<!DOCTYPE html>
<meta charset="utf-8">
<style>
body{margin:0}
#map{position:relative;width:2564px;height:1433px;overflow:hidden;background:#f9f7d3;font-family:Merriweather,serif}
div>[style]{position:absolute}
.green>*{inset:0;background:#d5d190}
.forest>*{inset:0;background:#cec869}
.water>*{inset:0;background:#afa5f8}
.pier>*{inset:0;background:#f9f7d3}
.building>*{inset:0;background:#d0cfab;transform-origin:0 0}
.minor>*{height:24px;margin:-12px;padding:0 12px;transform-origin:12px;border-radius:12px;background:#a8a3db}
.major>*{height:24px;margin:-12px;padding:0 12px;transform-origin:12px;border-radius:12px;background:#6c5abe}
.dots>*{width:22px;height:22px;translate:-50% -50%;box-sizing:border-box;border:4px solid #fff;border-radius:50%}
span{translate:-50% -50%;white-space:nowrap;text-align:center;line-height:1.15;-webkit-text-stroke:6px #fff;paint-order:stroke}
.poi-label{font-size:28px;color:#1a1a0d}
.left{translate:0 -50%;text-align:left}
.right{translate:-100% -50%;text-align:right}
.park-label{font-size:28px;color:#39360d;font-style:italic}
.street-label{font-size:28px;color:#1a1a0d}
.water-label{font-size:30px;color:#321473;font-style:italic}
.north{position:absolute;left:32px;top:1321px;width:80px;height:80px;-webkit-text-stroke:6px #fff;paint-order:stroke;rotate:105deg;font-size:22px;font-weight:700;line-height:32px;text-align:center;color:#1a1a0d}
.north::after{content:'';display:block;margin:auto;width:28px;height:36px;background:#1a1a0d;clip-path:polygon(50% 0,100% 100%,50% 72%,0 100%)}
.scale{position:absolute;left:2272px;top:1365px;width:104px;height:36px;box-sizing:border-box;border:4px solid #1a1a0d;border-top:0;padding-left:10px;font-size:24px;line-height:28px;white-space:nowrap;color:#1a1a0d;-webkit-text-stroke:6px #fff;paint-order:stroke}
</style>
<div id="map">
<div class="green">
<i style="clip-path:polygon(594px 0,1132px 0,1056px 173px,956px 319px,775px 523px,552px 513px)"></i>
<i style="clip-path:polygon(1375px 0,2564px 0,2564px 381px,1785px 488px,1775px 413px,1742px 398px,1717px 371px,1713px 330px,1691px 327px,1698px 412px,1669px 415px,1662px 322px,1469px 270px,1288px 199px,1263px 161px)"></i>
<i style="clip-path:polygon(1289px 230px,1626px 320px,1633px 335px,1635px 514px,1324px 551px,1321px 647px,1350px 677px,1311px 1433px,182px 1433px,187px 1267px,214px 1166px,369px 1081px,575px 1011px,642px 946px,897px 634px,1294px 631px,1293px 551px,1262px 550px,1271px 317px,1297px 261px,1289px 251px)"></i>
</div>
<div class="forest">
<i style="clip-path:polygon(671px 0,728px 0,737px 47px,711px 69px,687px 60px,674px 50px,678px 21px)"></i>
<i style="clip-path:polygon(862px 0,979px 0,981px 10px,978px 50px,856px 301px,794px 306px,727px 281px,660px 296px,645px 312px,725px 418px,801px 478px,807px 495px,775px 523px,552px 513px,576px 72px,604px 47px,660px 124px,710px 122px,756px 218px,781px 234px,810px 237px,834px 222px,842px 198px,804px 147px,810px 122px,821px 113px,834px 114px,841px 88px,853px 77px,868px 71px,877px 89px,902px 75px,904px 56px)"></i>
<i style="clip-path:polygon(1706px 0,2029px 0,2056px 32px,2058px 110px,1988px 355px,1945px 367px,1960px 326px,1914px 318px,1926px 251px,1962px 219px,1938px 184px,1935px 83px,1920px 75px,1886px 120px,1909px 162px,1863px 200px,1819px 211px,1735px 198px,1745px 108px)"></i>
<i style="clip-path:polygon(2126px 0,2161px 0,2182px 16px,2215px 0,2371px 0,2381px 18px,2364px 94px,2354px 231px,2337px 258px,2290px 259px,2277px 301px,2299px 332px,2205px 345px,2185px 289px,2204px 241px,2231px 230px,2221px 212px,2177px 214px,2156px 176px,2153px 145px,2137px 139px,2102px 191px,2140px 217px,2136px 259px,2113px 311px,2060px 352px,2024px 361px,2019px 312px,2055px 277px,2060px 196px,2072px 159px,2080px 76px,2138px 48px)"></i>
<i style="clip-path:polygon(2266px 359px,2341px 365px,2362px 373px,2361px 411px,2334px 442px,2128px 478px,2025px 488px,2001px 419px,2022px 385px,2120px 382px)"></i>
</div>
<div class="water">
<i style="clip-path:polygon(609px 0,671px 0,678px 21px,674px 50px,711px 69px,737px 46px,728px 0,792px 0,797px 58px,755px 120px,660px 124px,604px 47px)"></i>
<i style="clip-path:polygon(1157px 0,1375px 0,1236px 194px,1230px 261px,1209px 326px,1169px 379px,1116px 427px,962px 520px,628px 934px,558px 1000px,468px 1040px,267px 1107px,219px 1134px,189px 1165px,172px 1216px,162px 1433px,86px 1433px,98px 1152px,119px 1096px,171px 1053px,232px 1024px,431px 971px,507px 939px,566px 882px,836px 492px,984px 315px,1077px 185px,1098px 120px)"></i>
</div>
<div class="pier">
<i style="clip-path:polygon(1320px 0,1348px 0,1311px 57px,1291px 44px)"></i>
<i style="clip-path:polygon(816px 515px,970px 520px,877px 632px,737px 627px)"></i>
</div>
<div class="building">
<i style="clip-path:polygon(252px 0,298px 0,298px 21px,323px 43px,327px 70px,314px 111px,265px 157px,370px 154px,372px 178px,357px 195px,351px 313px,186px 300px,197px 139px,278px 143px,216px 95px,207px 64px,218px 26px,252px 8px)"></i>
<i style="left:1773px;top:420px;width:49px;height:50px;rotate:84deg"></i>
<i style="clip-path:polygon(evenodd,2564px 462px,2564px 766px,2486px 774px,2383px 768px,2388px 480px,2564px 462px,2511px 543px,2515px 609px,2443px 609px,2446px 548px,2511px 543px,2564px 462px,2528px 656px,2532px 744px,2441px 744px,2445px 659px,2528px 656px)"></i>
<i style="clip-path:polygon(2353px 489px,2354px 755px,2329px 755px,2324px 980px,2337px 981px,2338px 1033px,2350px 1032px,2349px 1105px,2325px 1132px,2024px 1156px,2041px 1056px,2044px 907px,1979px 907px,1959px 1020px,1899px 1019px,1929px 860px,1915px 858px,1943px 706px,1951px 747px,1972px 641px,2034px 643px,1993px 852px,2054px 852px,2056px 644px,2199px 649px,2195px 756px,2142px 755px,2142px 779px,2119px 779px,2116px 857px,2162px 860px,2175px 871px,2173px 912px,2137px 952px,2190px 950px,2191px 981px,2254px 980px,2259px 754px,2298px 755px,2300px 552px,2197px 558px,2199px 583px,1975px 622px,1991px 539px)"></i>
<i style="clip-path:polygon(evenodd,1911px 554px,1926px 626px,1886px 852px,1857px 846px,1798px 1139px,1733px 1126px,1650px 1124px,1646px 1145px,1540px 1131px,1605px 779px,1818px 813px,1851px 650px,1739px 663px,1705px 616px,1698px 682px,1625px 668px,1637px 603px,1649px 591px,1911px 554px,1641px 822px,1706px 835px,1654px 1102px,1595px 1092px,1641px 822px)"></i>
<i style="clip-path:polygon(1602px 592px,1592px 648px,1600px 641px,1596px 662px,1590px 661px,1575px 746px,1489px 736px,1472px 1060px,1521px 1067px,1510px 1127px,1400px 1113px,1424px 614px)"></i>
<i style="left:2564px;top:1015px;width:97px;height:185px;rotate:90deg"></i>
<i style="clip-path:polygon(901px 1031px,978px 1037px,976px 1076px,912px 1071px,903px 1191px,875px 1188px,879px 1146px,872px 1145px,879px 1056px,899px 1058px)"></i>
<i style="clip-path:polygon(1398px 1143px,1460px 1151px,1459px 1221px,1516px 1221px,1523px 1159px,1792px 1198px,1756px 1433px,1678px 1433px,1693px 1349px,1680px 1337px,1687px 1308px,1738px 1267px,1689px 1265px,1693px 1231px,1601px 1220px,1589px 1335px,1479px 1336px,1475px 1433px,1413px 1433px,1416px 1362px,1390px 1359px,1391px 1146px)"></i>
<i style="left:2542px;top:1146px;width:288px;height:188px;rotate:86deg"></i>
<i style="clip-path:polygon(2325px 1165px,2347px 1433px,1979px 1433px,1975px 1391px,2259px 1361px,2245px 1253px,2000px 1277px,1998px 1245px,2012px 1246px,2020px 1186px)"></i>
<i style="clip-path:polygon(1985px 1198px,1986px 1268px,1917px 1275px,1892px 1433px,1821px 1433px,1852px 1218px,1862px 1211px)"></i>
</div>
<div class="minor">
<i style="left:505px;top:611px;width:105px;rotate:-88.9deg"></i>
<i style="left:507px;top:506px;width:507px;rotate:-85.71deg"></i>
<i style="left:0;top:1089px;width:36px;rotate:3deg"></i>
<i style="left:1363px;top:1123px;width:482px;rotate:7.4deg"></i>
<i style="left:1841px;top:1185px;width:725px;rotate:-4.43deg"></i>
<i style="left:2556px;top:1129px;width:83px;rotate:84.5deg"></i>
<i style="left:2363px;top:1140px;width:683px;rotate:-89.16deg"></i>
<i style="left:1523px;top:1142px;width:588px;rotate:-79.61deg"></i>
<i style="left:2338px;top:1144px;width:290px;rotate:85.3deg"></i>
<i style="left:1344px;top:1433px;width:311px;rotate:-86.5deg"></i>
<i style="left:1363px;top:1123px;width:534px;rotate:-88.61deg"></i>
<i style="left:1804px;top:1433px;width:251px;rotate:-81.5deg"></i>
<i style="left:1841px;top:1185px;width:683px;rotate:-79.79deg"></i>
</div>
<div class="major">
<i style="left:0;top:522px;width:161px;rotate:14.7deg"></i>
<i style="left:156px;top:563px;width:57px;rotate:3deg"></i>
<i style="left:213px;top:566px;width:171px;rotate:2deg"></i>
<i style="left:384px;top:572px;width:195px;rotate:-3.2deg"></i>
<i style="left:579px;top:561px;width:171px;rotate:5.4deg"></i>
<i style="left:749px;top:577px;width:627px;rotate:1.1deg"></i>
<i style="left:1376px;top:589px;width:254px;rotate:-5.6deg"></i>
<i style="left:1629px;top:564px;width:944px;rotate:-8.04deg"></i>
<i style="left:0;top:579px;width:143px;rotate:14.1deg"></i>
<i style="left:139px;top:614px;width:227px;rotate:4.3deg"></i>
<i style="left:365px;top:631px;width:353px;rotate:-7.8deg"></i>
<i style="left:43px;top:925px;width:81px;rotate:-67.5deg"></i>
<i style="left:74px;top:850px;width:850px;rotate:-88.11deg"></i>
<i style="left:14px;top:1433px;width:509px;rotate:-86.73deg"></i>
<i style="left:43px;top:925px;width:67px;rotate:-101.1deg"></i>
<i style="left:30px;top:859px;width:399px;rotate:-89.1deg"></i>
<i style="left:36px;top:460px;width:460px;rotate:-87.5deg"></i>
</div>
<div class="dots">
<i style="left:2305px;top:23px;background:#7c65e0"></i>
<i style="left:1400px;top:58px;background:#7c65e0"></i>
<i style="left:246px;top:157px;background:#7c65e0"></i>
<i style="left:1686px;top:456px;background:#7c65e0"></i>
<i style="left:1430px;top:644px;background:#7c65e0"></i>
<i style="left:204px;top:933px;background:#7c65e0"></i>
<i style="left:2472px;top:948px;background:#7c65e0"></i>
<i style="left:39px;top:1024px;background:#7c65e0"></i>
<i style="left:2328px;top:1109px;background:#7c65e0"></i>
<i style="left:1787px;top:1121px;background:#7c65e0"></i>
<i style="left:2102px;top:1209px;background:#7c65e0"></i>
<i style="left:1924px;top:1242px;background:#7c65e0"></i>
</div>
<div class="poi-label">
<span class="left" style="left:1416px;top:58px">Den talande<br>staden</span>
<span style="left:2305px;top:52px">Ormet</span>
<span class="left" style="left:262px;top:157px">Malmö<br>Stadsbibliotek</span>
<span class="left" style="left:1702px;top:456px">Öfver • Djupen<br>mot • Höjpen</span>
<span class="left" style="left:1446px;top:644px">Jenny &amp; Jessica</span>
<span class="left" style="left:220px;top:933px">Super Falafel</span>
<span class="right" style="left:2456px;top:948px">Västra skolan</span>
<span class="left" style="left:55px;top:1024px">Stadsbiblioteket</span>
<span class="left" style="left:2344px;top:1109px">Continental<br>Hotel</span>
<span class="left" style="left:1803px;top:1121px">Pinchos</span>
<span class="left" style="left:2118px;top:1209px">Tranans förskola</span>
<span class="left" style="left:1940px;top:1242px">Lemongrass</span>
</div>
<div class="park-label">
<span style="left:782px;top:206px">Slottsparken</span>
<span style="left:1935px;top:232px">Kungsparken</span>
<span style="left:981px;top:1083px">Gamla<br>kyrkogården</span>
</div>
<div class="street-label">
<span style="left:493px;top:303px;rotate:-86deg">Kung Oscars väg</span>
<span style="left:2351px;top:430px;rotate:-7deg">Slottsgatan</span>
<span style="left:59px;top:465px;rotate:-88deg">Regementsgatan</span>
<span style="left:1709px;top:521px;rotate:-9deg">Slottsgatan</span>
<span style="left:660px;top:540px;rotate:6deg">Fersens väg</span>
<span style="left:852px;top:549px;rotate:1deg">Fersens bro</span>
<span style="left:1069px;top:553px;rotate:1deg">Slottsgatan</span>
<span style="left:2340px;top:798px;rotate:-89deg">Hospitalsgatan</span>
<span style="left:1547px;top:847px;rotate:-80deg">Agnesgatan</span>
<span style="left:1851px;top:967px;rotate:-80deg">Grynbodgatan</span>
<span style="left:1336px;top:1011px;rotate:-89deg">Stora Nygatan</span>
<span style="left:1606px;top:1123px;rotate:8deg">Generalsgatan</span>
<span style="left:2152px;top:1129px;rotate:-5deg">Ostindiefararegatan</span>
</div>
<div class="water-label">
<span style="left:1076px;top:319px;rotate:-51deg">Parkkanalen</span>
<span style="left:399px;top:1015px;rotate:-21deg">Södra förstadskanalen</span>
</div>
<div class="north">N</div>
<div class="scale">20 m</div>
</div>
----------
__INSTRUCTIONS TO FOLLOW__
Where a line of the listing includes the word "pier", add it to the tally, and give the final number and nothing more.

__SOLUTION FOR THIS PROBLEM__
2